The planning guidance was released on 23 December, and then the financial guidance came alongside it, so there’s been a lot of tidying up with those little pots. So, it’s going to feel different because the money will come to ICBs in much bigger pieces, allowing ICBs to share the money differently. So, it’s feeling better in that sense.
You are correct about the short-termism of the last three months. It’s fair to say lots of money, which by the way, has been both welcomed and well used, is coming in big chunks. I don’t think you will see that next year. You’ll see a much more recurrent nature of funding because the planning guidance is driving a much more recurrent approach.
Now, it doesn’t mean we’re getting lots more money. It just means that we’ll know what we’ve got rather than wonder, which is really important.
What’s important for us is that we can say we’re going to break even this year. We still have an underlying deficit – that’s the point of the system – but we have a financial plan to get us out of the underlying deficit, and we’re on track for that, which is really good.
VV: In a year, where do you hope to be, what would you like to have achieved and what would success look like for you?
SD: For the system, I would like to see our six localities up and running and delivering benefits. So, I would want to see the localities really come to life.
I would like to see that our board works – that the partnership is palpable.
And then the final area is flow. That is really killing us as a system. It’s too high in Bristol North Somerset South Gloucester. In fact, the southwest is too high, and we’re too high within the southwest. I don’t just mean hospital; I mean system flow all the way from primary care, secondary care, and discharge into the community.

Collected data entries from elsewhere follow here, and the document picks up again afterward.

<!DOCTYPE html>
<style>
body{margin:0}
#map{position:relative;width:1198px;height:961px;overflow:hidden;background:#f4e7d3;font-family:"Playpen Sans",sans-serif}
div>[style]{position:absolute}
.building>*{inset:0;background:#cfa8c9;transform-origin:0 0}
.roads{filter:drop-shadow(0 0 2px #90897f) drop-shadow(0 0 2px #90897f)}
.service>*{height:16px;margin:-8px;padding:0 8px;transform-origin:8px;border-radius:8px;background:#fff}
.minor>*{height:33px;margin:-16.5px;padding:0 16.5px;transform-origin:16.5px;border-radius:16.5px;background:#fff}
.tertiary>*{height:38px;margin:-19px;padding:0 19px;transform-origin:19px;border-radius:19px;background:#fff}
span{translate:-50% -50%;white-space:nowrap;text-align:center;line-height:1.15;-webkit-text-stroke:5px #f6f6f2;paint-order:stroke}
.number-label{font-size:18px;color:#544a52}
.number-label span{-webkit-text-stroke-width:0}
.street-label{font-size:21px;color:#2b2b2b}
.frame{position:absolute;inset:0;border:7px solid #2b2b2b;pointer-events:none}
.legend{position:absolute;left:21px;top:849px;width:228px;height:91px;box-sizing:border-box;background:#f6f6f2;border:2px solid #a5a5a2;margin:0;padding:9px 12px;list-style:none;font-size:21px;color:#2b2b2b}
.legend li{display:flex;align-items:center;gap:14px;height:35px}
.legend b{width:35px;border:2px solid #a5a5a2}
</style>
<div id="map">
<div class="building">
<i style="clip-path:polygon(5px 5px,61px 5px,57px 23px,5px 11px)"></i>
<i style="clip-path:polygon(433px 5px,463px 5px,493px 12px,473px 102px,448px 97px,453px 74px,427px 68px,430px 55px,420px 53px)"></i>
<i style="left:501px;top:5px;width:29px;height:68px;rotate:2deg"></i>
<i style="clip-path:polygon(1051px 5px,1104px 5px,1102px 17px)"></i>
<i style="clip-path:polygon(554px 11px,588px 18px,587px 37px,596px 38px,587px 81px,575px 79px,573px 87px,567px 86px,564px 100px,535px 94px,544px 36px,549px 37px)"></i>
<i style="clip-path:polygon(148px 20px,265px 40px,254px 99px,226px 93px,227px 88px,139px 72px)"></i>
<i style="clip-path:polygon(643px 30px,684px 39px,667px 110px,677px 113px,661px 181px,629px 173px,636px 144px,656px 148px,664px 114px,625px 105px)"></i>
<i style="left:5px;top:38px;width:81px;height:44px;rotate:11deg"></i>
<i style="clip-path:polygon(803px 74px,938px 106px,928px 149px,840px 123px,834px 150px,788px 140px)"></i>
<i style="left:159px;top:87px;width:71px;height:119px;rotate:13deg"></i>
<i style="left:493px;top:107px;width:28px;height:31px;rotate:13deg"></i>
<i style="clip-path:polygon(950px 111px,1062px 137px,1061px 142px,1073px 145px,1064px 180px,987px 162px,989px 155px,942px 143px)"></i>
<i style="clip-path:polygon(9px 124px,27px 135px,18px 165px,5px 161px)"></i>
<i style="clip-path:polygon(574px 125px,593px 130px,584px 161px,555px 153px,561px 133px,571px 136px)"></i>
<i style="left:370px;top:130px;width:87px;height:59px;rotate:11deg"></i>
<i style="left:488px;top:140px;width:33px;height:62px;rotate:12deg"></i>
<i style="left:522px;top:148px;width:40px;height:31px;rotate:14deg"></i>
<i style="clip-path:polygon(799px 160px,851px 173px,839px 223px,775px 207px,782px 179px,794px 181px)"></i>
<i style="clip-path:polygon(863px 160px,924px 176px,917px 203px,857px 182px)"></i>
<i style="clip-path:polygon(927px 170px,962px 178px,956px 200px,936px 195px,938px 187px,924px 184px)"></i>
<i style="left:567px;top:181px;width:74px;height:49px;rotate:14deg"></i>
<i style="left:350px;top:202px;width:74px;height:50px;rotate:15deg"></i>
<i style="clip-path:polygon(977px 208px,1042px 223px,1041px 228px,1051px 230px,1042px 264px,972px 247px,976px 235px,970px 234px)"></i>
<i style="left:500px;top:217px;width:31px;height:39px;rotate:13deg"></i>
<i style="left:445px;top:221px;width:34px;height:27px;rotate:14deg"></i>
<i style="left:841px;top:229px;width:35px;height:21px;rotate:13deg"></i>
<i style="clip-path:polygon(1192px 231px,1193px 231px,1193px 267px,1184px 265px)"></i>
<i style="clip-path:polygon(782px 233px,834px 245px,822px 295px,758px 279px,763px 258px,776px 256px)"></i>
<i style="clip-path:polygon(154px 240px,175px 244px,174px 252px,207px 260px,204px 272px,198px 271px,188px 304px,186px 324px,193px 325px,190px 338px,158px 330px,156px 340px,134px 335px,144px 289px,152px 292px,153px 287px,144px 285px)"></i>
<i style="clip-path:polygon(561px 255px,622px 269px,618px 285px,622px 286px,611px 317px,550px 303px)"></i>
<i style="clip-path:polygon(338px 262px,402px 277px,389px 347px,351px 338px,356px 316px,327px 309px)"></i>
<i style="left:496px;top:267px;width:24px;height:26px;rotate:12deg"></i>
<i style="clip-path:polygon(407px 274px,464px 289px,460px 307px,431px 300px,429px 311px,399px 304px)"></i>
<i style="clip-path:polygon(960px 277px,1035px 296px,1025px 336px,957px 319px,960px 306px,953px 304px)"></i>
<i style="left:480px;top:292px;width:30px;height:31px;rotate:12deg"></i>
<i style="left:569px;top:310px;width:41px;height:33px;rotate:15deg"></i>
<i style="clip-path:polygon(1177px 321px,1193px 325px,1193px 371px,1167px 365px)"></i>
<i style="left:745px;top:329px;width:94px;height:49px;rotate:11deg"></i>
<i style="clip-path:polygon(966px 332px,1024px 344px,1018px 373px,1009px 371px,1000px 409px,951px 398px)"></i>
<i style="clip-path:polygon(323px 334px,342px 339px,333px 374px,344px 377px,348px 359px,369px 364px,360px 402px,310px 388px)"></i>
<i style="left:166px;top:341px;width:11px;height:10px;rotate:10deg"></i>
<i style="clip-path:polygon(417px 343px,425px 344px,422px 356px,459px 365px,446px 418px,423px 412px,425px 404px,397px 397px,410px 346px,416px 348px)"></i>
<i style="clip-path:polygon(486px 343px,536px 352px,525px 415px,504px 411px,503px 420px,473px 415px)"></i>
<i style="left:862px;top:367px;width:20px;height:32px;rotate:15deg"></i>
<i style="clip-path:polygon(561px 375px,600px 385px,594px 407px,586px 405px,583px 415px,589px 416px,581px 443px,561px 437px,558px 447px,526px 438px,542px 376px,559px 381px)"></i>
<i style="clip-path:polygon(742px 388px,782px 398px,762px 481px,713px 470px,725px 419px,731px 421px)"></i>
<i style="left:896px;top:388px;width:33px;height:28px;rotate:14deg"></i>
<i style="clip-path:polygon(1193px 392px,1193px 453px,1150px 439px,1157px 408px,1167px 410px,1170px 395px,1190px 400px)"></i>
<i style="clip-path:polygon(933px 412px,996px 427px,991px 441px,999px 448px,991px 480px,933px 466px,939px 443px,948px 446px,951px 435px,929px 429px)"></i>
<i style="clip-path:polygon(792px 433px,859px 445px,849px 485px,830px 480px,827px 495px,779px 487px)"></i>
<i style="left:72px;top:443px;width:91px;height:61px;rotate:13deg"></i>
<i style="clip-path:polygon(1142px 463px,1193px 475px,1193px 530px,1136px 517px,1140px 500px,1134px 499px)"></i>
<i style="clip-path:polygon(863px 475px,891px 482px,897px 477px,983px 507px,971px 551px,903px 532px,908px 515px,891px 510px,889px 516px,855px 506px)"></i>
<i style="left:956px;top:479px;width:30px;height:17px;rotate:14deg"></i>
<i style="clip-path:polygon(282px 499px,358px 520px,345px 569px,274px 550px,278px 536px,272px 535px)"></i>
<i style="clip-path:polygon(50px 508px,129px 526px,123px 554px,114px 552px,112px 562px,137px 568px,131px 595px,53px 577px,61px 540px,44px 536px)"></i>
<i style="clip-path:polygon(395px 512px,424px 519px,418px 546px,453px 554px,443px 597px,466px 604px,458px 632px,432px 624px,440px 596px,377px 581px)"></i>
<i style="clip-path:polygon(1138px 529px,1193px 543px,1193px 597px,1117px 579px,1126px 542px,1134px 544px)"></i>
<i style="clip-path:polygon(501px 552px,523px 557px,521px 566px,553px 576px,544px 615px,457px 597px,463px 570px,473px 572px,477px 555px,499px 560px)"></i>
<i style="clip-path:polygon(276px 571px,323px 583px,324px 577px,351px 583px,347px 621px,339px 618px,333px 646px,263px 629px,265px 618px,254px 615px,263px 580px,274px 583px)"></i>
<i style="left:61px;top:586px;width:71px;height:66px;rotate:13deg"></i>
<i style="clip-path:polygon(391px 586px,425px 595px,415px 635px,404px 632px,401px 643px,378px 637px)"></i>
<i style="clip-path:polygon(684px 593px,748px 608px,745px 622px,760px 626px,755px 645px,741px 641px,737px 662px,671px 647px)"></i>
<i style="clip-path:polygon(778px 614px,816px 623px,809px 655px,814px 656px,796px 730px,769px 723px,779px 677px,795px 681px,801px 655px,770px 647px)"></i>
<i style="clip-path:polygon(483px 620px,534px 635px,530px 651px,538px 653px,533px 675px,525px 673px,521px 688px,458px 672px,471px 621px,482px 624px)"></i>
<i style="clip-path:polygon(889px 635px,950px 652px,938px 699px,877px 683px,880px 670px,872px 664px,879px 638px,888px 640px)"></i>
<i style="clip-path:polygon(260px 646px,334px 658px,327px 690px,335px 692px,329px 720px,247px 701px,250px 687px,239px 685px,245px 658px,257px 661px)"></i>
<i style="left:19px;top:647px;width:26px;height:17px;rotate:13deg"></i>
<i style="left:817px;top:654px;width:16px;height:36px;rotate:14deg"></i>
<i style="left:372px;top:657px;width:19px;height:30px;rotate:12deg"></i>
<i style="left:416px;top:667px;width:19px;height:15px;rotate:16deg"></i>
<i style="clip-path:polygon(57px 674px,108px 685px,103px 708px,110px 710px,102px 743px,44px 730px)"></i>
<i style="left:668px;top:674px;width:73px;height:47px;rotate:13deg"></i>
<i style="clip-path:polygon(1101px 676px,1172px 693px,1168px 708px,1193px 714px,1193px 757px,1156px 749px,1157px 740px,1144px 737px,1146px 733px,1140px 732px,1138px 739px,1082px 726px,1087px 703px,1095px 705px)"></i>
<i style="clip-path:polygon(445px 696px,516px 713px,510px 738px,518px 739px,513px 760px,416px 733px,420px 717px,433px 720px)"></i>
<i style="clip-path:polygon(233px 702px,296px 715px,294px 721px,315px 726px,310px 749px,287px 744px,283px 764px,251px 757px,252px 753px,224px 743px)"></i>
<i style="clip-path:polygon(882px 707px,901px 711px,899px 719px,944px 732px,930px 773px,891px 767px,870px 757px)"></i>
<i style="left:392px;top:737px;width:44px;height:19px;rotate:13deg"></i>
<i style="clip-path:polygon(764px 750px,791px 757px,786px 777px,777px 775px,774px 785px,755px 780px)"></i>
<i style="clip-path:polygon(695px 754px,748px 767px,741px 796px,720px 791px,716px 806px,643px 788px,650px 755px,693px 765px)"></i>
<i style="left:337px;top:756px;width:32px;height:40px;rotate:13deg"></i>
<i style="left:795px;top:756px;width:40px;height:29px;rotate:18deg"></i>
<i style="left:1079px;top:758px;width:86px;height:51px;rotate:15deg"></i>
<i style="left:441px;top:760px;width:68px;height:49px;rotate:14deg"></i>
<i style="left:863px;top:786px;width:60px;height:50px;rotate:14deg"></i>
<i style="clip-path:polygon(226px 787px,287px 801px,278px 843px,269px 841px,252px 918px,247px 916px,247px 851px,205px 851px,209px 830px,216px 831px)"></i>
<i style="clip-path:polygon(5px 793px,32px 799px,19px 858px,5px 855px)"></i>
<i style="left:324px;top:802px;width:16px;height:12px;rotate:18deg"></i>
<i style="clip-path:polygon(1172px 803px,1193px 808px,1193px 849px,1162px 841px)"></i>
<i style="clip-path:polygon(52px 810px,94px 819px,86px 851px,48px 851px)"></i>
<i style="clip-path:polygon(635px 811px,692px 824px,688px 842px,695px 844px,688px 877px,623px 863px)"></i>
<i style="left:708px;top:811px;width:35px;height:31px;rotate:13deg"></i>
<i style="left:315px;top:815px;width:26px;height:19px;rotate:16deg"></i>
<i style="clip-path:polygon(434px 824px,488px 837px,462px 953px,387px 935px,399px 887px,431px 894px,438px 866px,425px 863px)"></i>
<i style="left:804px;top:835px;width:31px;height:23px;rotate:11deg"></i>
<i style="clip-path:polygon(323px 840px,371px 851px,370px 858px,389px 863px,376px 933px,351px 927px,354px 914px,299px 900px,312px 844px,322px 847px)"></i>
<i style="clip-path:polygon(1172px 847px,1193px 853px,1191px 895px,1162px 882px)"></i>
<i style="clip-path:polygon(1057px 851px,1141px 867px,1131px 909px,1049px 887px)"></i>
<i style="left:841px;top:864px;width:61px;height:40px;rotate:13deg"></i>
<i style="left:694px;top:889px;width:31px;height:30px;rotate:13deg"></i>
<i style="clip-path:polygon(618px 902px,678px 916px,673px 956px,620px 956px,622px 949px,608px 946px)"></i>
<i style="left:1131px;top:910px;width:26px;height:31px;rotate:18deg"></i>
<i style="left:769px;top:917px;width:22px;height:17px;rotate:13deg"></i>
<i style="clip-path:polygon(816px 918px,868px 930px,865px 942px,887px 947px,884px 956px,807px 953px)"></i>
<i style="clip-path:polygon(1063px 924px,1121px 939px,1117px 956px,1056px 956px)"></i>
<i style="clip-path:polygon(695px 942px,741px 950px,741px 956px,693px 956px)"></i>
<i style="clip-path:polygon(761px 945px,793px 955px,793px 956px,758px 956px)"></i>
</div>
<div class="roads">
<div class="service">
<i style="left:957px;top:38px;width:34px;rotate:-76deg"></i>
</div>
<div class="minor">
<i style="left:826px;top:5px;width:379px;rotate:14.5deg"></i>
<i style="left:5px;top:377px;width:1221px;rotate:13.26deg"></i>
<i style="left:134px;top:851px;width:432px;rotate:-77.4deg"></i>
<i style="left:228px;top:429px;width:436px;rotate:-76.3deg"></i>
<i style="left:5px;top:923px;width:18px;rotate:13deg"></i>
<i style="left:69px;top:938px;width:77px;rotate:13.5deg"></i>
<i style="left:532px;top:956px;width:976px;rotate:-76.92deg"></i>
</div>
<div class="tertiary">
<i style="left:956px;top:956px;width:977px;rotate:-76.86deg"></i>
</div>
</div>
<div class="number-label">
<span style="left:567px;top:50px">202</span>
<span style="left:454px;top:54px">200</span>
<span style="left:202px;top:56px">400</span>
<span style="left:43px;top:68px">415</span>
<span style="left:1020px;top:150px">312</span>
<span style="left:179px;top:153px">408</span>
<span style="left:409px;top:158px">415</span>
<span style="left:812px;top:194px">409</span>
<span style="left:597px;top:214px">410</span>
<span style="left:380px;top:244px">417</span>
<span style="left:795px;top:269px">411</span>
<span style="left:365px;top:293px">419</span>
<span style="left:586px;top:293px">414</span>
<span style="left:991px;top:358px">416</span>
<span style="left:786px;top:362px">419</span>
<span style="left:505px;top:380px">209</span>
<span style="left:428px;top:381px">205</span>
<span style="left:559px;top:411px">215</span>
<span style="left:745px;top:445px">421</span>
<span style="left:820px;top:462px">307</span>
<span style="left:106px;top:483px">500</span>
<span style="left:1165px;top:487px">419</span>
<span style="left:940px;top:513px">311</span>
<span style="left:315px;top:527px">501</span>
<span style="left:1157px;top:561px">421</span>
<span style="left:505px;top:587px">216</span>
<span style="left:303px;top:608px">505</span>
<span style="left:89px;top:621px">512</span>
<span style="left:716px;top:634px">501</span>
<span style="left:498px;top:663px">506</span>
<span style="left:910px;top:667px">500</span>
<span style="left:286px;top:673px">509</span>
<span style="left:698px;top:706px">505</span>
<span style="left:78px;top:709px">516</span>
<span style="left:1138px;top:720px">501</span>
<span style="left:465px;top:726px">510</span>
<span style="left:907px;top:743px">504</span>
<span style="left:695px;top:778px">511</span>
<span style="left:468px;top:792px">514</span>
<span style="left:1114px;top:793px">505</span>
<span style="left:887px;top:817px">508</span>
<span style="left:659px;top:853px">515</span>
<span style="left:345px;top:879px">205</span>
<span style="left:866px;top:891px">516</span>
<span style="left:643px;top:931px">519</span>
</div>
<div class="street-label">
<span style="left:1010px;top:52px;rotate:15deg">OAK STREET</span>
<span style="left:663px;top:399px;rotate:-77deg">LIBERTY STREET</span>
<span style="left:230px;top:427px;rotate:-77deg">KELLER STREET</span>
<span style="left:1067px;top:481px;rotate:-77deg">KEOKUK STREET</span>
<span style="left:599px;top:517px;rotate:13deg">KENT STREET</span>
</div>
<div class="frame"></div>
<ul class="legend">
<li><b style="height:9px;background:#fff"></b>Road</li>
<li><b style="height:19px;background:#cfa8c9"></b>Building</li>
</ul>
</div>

Therefore, success for me would be getting some of that down so we can enable different and new models. It’s not about looking at discharge from a hospital perspective, but it’s actually looking at how we keep people well. We’ve called this Home First, and it’s our overarching process.
The best bed you can be in is your own bed. That’s the motto we have to follow. And therefore, we have a range of actions in Home First, which will be admission avoidance in primary care. It will be intermediate care, both step-up and step-down. It will be a domiciliary care market that can look at discharge but, more importantly, look at people in the community before they get into hospital.
That’s actually what we’re about. Does our population remain at home for as long as is physically possible? So, what success looks like for me is Home First working well.